* [Exercise brief] Set down exactly the lines of the records from the top to the line containing "const shape = rows"; include both.

Segment Start: Data provided

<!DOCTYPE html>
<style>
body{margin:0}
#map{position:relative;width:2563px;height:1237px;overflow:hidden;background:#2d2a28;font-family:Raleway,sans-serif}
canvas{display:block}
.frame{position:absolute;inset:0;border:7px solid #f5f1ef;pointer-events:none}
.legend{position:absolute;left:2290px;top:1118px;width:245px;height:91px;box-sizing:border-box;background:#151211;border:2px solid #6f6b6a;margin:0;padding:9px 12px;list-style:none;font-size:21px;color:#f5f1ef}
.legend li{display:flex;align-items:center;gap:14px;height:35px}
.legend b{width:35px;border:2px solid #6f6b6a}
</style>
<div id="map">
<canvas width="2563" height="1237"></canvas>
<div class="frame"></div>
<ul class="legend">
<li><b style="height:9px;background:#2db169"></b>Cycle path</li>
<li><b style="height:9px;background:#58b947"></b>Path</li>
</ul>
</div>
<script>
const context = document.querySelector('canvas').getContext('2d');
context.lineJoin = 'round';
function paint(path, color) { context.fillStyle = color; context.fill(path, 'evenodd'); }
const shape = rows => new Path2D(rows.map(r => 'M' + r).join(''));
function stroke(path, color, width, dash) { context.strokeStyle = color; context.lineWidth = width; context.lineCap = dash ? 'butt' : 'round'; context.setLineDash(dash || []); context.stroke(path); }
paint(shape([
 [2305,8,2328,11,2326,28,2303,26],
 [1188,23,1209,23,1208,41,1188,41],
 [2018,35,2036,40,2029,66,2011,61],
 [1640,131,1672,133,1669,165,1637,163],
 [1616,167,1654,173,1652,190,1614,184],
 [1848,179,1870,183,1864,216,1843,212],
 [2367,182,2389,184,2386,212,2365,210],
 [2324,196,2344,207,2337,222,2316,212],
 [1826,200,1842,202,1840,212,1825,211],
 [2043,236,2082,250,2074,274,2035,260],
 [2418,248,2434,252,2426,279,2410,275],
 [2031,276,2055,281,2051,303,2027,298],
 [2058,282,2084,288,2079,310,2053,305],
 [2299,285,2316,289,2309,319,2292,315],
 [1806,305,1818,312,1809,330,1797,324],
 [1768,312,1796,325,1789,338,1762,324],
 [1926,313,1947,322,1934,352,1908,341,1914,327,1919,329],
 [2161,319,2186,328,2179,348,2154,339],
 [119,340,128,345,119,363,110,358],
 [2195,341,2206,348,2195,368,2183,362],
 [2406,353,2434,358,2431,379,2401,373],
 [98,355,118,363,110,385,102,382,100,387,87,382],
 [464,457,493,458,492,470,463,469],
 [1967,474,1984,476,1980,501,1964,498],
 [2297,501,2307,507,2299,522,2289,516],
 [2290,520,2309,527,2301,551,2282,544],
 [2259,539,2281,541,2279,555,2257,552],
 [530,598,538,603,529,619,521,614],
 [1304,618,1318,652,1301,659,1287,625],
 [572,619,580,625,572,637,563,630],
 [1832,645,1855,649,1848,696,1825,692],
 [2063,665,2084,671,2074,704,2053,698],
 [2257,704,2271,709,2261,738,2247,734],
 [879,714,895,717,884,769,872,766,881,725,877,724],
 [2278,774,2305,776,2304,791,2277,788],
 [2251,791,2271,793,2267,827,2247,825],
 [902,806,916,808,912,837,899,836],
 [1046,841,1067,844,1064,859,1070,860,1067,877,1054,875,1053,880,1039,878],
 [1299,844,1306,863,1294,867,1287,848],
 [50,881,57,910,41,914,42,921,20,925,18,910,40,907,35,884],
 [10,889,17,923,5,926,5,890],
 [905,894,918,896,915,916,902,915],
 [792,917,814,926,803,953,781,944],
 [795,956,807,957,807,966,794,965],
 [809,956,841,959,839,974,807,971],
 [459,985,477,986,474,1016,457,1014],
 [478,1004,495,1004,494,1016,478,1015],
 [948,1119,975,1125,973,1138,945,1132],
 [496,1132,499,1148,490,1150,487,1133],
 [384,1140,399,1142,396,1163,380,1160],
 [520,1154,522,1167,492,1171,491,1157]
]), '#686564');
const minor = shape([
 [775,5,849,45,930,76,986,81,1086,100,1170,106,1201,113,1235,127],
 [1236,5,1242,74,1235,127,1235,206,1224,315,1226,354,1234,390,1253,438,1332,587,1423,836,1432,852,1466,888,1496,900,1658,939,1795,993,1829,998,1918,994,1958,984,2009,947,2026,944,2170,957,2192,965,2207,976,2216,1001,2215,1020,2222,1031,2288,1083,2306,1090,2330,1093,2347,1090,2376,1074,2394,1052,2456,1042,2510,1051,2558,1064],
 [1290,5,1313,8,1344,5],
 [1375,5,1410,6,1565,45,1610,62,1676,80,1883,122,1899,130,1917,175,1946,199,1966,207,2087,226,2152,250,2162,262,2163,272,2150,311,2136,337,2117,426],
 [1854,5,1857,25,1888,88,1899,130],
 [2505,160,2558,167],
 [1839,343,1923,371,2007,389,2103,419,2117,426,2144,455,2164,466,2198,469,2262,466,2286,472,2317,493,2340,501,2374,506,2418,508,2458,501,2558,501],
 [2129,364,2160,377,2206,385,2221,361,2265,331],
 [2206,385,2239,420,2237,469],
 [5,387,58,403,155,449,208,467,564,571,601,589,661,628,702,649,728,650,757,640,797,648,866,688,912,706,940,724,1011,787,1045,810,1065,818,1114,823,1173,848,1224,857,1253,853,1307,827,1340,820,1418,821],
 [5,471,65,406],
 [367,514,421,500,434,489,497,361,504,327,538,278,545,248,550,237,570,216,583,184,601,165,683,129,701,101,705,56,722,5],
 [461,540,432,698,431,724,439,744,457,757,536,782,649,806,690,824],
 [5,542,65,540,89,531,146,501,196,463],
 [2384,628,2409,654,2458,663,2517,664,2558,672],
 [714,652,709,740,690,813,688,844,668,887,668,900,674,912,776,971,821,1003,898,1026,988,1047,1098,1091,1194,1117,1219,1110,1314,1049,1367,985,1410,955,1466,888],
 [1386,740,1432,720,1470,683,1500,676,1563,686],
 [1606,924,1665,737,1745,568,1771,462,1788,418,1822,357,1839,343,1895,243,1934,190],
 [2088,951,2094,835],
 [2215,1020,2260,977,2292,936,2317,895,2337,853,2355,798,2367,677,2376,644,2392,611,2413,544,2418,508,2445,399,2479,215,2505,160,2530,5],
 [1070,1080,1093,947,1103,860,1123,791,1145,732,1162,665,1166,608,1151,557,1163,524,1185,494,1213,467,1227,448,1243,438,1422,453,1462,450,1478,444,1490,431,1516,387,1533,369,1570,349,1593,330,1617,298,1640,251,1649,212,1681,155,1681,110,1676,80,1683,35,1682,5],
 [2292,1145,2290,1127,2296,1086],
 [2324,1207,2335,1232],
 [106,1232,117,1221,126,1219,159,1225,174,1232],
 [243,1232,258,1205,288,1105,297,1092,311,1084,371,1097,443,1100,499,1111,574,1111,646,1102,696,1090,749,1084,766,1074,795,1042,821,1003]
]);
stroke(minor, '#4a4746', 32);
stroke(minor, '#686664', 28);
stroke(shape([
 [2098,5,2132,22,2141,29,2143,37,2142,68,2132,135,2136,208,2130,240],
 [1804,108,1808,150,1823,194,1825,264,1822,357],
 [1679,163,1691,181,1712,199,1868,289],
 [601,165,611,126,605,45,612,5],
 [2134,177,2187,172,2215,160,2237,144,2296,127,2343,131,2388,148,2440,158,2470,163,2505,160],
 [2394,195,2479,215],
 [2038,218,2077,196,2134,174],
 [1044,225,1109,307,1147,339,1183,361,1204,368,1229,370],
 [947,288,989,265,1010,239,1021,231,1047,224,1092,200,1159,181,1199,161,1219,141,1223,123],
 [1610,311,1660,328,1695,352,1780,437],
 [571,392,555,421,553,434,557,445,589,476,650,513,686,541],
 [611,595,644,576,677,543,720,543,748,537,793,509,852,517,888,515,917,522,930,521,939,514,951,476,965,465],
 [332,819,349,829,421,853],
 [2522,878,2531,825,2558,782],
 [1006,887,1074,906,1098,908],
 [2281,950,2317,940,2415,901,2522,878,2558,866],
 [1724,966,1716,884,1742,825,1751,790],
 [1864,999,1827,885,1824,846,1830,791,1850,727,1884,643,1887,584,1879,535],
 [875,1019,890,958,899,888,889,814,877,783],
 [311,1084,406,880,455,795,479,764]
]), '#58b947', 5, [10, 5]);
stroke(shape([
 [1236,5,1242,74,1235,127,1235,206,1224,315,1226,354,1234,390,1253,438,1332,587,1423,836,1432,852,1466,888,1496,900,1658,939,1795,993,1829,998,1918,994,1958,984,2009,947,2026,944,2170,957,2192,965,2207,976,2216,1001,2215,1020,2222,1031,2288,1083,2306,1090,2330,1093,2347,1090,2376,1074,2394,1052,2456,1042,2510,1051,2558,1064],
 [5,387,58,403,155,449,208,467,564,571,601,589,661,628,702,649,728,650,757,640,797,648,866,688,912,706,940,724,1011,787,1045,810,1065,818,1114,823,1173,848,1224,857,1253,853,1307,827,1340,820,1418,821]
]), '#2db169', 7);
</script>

Segment End: Data provided

* [Exercise output]
<!DOCTYPE html>
<style>
body{margin:0}
#map{position:relative;width:2563px;height:1237px;overflow:hidden;background:#2d2a28;font-family:Raleway,sans-serif}
canvas{display:block}
.frame{position:absolute;inset:0;border:7px solid #f5f1ef;pointer-events:none}
.legend{position:absolute;left:2290px;top:1118px;width:245px;height:91px;box-sizing:border-box;background:#151211;border:2px solid #6f6b6a;margin:0;padding:9px 12px;list-style:none;font-size:21px;color:#f5f1ef}
.legend li{display:flex;align-items:center;gap:14px;height:35px}
.legend b{width:35px;border:2px solid #6f6b6a}
</style>
<div id="map">
<canvas width="2563" height="1237"></canvas>
<div class="frame"></div>
<ul class="legend">
<li><b style="height:9px;background:#2db169"></b>Cycle path</li>
<li><b style="height:9px;background:#58b947"></b>Path</li>
</ul>
</div>
<script>
const context = document.querySelector('canvas').getContext('2d');
context.lineJoin = 'round';
function paint(path, color) { context.fillStyle = color; context.fill(path, 'evenodd'); }
const shape = rows => new Path2D(rows.map(r => 'M' + r).join(''));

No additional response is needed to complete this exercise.